*** Begin section ***

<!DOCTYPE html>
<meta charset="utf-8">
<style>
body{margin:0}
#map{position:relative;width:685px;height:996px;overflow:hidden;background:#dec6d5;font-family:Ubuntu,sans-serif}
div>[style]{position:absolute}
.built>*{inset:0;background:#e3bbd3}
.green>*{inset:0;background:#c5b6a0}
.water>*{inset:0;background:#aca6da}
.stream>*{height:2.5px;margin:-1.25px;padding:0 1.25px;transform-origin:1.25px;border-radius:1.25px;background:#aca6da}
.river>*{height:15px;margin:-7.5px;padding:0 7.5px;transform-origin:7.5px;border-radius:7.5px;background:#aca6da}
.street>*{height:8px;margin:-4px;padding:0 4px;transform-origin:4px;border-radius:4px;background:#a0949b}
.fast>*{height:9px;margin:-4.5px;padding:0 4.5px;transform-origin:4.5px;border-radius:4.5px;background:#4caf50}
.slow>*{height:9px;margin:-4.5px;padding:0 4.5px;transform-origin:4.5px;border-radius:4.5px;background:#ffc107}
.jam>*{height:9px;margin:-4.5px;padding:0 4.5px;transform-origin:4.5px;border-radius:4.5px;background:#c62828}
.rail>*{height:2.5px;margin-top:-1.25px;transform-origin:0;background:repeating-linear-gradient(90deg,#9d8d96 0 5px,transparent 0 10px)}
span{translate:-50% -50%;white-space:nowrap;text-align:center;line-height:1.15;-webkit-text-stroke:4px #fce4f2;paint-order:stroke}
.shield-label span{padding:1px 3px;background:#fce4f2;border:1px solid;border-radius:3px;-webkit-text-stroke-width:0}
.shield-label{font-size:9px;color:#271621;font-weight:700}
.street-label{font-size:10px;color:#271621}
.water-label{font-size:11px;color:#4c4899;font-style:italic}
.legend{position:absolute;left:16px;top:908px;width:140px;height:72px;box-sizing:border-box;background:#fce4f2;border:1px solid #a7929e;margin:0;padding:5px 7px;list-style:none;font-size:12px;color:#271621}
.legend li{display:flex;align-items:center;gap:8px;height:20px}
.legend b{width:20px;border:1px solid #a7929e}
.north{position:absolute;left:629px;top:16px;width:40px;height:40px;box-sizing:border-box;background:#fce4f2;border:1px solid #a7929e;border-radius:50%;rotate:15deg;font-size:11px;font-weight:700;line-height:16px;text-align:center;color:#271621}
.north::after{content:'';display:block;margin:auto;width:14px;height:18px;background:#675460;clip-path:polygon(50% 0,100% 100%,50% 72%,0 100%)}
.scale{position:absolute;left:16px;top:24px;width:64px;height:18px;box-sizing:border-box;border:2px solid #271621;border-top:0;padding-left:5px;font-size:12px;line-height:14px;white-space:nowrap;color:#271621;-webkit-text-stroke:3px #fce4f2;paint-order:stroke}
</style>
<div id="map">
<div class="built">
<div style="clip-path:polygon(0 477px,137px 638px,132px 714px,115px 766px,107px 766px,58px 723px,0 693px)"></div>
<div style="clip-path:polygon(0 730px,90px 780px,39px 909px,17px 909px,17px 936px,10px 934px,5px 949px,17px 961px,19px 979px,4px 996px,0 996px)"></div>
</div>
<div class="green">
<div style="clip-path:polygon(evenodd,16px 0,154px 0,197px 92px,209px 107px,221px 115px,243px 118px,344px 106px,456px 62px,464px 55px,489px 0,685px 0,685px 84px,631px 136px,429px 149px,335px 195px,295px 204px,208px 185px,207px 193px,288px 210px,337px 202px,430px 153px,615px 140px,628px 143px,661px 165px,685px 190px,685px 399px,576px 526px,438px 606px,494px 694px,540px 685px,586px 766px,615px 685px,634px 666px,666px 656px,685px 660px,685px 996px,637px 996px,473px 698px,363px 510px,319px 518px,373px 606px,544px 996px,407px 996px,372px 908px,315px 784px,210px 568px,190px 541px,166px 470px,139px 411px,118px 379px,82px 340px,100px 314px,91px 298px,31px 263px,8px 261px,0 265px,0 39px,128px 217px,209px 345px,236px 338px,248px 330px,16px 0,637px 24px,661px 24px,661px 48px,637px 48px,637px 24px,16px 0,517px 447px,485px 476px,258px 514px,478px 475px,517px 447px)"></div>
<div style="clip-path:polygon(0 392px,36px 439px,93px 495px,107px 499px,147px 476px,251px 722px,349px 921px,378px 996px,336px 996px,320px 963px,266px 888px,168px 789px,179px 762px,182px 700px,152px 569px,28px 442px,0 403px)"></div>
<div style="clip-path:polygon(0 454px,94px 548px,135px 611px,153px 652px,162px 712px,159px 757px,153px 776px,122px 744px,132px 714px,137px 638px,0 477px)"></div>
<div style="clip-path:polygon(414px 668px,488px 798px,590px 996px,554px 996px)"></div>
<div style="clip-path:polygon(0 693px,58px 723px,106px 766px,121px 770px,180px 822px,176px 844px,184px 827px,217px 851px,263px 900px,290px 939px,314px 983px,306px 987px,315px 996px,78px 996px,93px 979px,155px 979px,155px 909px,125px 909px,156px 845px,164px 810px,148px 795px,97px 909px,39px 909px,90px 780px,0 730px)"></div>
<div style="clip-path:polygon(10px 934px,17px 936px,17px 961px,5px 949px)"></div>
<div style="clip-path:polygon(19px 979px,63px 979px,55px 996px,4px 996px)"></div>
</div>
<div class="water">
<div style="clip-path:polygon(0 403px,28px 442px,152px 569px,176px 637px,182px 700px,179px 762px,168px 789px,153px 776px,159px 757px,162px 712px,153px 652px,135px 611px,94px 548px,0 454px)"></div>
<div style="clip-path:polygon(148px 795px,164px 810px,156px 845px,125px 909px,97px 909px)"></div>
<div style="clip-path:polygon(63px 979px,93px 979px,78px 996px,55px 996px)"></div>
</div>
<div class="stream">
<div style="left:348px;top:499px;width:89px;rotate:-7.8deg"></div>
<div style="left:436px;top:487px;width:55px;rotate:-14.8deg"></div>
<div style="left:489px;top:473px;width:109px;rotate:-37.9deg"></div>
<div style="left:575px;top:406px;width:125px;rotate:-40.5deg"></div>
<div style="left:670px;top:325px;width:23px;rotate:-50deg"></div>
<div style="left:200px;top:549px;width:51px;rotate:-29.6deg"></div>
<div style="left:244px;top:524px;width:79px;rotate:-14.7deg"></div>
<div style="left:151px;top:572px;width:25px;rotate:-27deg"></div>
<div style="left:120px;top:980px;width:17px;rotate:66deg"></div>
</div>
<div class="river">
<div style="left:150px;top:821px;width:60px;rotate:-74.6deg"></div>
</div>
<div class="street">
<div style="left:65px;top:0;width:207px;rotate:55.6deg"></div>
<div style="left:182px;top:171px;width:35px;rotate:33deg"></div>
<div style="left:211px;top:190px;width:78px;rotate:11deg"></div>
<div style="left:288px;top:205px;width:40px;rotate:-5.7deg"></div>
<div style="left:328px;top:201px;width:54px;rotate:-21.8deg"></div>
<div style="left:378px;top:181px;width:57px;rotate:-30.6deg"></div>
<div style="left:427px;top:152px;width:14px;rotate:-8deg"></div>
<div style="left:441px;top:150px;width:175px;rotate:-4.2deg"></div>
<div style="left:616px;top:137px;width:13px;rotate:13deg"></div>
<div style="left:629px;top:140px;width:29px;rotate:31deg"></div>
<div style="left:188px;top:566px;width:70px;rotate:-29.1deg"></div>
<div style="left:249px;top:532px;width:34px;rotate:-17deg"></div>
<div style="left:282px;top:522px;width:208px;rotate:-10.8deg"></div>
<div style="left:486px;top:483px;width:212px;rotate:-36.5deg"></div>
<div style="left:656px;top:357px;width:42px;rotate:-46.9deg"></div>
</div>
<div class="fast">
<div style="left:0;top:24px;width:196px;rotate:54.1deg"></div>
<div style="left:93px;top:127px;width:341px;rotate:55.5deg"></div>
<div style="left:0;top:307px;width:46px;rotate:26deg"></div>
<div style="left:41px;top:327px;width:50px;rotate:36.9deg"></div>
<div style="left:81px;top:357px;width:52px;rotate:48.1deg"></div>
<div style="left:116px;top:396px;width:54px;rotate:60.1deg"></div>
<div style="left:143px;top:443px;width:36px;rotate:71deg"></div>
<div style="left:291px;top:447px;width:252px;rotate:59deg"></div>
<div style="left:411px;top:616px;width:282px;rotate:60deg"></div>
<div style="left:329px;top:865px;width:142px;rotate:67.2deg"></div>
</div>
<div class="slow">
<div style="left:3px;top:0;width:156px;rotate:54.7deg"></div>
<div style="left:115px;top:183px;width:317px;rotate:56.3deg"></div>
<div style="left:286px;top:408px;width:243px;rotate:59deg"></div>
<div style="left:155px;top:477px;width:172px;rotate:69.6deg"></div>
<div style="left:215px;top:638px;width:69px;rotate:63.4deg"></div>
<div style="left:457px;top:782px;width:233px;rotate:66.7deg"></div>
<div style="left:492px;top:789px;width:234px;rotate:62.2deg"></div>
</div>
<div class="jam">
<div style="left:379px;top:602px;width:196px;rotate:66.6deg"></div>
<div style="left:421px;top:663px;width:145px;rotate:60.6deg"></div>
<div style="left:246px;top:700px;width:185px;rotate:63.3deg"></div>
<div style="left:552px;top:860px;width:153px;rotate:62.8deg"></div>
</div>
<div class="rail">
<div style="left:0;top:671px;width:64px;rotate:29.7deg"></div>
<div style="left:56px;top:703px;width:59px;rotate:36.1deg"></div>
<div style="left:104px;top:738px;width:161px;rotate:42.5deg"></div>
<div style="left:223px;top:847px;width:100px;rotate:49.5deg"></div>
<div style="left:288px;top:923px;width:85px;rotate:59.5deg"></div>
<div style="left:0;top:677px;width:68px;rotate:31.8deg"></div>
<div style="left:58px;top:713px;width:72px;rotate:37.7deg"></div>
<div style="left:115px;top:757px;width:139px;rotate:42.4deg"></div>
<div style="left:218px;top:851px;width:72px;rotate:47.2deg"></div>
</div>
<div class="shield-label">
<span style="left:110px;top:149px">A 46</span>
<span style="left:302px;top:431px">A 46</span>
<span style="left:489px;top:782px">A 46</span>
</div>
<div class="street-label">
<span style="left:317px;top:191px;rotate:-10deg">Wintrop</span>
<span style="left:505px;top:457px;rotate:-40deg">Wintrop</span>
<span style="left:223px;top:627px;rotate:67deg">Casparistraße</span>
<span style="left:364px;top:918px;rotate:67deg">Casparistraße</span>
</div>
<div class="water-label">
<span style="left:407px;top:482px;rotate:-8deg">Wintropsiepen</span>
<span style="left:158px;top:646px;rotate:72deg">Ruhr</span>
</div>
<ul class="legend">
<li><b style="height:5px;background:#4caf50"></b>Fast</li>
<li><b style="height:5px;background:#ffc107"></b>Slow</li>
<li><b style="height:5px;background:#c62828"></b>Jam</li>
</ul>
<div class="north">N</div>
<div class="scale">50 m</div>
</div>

*** End section ***

> [What you have to do]: Filter the data above by the word "stream" and copy every line that matches.

> [Expected output]:
.stream>*{height:2.5px;margin:-1.25px;padding:0 1.25px;transform-origin:1.25px;border-radius:1.25px;background:#aca6da}
<div class="stream">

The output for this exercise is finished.